Content starts

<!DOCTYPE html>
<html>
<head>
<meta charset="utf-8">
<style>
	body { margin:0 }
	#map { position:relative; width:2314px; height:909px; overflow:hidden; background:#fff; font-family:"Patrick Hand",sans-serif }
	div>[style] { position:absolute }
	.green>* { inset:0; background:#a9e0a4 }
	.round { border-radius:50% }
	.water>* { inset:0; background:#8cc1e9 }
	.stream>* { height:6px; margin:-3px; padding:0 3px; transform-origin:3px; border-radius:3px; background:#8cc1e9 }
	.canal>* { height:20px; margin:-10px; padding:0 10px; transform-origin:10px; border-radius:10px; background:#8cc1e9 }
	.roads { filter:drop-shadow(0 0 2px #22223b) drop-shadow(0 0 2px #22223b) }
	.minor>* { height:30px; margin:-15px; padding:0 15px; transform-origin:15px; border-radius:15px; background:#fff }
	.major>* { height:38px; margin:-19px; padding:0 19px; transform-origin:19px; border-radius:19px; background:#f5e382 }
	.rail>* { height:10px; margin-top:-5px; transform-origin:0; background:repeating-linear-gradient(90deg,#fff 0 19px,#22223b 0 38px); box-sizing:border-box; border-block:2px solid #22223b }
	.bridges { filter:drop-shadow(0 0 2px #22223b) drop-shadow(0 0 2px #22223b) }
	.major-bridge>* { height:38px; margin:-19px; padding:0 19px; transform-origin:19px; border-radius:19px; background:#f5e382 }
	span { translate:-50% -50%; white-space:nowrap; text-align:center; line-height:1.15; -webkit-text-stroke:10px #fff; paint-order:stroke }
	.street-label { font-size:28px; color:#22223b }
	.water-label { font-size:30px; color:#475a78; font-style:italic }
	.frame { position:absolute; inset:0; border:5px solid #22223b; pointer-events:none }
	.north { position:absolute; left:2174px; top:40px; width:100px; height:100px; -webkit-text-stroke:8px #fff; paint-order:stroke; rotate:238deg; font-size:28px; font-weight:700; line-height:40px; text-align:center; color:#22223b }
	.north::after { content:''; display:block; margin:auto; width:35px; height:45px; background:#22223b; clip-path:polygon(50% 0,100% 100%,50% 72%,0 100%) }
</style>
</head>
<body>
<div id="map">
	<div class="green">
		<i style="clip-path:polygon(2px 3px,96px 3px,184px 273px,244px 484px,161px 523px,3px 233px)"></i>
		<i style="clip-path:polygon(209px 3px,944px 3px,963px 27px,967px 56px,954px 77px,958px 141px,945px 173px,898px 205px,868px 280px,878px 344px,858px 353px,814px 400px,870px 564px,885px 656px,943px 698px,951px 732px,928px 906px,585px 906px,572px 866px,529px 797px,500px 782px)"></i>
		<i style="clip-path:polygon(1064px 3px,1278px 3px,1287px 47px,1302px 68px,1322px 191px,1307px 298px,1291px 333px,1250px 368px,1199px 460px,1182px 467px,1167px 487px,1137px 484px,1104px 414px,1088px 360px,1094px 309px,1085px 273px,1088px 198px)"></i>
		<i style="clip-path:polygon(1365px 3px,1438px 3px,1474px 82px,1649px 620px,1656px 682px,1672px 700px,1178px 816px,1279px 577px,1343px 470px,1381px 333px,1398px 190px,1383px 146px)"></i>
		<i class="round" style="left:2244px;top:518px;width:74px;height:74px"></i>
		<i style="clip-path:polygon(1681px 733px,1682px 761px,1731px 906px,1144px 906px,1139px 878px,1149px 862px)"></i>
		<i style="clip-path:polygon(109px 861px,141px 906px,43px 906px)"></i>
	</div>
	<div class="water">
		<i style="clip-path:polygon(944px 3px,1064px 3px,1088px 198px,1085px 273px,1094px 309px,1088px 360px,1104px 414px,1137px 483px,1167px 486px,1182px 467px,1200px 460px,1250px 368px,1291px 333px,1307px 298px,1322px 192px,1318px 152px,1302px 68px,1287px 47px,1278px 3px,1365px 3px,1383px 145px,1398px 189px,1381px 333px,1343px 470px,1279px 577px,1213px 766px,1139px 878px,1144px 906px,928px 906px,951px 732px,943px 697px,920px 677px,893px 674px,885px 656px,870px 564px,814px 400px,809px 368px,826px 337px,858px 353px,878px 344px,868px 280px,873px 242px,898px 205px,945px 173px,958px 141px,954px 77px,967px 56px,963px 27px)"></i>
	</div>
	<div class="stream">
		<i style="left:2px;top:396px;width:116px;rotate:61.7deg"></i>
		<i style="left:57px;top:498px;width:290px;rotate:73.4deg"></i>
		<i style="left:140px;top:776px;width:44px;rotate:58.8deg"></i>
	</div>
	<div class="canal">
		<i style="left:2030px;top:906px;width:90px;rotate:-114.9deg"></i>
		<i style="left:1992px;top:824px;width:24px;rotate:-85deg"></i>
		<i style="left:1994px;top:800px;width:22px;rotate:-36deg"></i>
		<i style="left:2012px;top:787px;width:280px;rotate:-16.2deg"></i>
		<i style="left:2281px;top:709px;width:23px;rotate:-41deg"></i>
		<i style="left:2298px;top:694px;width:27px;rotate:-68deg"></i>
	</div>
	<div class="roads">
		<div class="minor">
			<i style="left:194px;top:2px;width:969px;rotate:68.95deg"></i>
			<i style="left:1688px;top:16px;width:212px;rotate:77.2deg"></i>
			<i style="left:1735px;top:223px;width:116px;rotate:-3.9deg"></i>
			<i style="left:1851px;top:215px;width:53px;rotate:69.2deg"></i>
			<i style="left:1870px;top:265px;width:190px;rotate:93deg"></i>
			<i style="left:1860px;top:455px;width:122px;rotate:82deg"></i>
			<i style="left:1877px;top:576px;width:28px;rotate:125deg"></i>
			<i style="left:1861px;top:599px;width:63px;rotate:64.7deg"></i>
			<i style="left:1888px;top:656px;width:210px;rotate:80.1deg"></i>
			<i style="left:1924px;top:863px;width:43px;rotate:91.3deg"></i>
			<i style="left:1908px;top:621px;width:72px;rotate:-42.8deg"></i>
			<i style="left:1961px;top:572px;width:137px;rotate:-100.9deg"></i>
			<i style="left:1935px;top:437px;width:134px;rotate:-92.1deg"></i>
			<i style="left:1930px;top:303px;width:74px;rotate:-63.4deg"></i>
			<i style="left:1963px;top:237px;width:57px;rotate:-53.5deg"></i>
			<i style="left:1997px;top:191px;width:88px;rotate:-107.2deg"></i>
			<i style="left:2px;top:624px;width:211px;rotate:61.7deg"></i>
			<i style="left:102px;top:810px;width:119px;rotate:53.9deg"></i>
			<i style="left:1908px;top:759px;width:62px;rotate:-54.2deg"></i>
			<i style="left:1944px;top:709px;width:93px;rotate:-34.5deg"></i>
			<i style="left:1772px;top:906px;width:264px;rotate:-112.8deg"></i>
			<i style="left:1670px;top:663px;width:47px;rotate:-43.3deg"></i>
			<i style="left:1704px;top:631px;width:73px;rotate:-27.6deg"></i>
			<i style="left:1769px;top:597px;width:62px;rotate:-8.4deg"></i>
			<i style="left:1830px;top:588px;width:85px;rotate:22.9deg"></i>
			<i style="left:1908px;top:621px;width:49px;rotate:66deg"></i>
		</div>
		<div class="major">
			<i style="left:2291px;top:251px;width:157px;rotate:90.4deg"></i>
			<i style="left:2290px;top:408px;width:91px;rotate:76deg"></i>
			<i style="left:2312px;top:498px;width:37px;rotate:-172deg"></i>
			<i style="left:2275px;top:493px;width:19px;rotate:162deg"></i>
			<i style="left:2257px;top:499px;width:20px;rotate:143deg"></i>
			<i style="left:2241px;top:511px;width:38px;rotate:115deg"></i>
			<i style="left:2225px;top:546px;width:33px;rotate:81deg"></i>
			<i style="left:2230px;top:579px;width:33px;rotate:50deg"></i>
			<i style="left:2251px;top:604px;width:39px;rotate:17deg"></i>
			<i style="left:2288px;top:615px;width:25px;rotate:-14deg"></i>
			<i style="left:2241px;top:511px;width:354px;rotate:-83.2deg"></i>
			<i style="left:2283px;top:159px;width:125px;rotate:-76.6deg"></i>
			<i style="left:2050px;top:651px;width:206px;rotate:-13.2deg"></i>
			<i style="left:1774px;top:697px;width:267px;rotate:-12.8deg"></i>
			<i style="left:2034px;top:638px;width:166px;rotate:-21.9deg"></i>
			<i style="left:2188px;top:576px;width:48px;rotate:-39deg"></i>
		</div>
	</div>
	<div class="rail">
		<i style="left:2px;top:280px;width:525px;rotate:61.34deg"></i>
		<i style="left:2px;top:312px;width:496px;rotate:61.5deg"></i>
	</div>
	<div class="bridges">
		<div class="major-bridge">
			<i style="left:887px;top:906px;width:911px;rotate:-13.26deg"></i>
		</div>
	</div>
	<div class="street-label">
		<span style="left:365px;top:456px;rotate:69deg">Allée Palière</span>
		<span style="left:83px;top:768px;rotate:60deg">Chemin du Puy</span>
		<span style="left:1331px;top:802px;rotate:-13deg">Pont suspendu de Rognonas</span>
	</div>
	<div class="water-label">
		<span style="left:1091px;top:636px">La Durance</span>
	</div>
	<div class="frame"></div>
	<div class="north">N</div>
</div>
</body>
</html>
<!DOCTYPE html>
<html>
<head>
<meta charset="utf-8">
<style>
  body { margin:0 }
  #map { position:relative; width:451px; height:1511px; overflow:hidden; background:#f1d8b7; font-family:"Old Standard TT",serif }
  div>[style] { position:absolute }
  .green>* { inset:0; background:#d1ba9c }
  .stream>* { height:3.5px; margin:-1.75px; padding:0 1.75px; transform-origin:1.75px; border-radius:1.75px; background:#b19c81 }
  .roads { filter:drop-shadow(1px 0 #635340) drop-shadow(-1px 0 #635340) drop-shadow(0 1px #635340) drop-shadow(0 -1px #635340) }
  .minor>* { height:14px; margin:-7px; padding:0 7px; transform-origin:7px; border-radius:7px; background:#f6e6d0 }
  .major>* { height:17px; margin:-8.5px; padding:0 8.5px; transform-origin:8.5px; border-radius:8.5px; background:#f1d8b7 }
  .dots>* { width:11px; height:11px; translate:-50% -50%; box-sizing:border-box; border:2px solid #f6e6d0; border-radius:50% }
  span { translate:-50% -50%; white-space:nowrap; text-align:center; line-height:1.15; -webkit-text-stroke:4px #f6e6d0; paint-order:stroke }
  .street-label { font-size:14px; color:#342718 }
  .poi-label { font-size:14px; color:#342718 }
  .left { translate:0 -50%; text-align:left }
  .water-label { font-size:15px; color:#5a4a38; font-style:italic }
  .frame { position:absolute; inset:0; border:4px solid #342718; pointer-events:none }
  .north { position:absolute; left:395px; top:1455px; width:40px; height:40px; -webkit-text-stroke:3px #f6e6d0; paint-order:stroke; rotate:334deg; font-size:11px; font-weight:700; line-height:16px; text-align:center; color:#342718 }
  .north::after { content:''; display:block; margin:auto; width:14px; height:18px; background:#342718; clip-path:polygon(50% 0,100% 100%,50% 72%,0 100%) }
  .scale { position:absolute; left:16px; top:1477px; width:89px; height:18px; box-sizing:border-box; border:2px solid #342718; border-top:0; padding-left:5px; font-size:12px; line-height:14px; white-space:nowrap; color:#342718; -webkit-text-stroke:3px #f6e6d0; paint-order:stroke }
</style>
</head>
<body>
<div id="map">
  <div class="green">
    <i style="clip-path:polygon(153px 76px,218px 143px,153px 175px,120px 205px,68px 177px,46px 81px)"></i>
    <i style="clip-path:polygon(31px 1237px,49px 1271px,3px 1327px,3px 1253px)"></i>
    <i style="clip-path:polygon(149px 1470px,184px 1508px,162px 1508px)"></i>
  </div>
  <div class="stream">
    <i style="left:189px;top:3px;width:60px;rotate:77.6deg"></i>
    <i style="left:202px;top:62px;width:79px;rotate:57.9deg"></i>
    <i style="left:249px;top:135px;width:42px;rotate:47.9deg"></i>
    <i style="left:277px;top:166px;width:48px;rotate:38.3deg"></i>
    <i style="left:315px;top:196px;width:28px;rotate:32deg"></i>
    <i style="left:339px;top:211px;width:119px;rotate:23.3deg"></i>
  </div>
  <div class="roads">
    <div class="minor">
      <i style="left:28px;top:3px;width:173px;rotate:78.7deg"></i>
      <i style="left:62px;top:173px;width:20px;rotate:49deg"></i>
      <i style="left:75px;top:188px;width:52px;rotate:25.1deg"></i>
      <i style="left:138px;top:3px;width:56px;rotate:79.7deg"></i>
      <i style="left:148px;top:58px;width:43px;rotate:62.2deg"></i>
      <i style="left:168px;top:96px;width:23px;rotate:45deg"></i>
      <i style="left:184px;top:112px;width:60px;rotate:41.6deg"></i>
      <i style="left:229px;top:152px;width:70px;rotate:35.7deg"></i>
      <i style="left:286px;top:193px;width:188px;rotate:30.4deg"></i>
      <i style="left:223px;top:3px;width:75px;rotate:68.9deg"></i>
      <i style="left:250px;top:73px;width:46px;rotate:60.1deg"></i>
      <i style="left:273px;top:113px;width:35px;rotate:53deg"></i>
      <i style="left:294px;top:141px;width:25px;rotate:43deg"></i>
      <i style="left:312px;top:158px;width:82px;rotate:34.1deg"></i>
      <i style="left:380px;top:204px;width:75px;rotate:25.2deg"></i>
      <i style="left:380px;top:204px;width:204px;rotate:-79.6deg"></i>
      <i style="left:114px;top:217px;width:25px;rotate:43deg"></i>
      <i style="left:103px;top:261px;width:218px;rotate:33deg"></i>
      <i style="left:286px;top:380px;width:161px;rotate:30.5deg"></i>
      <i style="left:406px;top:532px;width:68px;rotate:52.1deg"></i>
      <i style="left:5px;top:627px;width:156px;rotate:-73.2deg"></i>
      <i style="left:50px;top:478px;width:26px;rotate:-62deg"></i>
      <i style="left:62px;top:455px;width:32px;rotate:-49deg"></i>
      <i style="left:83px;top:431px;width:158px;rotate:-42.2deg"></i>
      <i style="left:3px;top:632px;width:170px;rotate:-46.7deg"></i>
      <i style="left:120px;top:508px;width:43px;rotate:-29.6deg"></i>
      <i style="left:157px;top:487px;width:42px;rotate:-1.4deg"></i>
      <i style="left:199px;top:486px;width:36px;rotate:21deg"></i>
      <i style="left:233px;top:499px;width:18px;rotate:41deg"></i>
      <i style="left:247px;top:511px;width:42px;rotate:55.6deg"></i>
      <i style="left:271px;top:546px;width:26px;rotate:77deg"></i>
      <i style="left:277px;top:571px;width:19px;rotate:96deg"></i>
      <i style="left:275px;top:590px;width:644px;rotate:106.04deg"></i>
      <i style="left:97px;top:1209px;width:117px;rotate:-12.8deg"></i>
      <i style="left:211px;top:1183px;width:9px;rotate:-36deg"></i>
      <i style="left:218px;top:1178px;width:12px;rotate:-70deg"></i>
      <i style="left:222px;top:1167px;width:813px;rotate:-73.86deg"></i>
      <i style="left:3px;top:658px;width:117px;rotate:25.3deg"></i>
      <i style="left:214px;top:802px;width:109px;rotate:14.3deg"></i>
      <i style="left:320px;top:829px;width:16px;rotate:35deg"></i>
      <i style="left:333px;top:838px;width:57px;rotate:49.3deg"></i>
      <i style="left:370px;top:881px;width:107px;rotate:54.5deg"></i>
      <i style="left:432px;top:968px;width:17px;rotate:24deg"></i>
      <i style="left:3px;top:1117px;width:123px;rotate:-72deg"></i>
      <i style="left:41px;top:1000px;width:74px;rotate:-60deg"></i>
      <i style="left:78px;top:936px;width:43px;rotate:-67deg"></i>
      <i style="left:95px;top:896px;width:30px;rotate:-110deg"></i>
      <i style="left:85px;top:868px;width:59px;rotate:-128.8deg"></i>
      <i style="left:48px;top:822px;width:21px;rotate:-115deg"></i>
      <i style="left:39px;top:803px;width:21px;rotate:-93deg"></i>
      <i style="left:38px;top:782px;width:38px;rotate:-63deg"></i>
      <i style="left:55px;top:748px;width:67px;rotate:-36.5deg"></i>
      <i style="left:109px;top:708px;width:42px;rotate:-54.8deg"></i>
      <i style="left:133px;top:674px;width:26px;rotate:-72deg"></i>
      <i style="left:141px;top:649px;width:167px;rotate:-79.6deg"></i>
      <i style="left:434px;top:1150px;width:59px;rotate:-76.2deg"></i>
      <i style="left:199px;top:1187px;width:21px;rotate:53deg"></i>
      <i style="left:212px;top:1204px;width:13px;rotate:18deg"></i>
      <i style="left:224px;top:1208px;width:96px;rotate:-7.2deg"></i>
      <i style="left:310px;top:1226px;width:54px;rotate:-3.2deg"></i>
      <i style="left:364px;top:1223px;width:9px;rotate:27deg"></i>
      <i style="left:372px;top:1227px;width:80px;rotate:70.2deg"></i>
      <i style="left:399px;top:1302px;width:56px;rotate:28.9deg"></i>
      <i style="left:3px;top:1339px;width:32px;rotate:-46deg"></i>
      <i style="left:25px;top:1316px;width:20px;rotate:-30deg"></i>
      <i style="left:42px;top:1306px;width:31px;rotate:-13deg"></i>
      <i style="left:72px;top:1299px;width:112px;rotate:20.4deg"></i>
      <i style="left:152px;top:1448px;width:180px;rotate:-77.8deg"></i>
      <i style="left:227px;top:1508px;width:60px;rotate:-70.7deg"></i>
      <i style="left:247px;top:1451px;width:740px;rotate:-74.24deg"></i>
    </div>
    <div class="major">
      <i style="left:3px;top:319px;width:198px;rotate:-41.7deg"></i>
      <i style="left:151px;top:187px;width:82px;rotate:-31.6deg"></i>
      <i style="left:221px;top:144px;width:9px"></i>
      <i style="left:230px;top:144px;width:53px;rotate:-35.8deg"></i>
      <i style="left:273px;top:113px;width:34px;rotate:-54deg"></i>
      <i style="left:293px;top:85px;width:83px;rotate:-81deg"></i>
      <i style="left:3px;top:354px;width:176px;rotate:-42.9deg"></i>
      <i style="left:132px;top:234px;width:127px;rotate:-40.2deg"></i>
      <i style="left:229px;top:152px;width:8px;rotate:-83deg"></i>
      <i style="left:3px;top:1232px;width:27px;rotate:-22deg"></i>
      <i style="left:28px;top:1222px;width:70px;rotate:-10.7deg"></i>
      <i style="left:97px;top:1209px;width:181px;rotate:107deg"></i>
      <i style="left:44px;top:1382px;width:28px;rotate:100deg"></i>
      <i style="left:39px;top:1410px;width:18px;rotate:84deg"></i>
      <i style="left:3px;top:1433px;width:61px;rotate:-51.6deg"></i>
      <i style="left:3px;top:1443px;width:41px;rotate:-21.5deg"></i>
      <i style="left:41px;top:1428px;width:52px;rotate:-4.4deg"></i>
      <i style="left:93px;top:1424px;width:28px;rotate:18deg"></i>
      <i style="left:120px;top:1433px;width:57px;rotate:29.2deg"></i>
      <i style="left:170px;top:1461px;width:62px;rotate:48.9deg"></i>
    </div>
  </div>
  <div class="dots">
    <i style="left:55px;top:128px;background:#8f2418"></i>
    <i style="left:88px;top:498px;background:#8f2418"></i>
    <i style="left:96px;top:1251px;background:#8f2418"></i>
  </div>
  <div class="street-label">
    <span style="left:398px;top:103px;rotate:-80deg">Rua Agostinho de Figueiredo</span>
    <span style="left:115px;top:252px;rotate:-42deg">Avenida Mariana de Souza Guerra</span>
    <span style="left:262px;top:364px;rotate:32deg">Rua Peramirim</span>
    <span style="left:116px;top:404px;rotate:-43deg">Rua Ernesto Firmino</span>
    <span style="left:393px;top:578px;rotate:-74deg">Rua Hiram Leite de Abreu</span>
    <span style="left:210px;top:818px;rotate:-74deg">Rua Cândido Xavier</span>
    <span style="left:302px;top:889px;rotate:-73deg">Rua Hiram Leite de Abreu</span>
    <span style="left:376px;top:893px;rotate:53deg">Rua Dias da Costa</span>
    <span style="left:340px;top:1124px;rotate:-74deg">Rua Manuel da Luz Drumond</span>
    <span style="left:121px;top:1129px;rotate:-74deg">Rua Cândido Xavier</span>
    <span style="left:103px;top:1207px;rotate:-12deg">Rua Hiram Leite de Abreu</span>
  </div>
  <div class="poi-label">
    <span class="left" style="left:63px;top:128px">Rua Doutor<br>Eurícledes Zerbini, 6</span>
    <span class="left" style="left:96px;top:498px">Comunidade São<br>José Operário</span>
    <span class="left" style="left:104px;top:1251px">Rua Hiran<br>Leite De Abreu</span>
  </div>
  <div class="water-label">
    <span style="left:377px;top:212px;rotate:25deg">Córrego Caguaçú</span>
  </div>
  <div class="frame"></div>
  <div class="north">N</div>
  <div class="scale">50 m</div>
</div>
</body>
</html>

Content ends

## Task goal:
Out of the data above, transcribe exactly and only the lines starting with the line that has "height:30px; margin:-15px; padding:0" and going on through the line that has "text-align:center; line-height:1.15; -webkit-text-stroke:10px", both included.

## Solution to the problem:
	.minor>* { height:30px; margin:-15px; padding:0 15px; transform-origin:15px; border-radius:15px; background:#fff }
	.major>* { height:38px; margin:-19px; padding:0 19px; transform-origin:19px; border-radius:19px; background:#f5e382 }
	.rail>* { height:10px; margin-top:-5px; transform-origin:0; background:repeating-linear-gradient(90deg,#fff 0 19px,#22223b 0 38px); box-sizing:border-box; border-block:2px solid #22223b }
	.bridges { filter:drop-shadow(0 0 2px #22223b) drop-shadow(0 0 2px #22223b) }
	.major-bridge>* { height:38px; margin:-19px; padding:0 19px; transform-origin:19px; border-radius:19px; background:#f5e382 }
	span { translate:-50% -50%; white-space:nowrap; text-align:center; line-height:1.15; -webkit-text-stroke:10px #fff; paint-order:stroke }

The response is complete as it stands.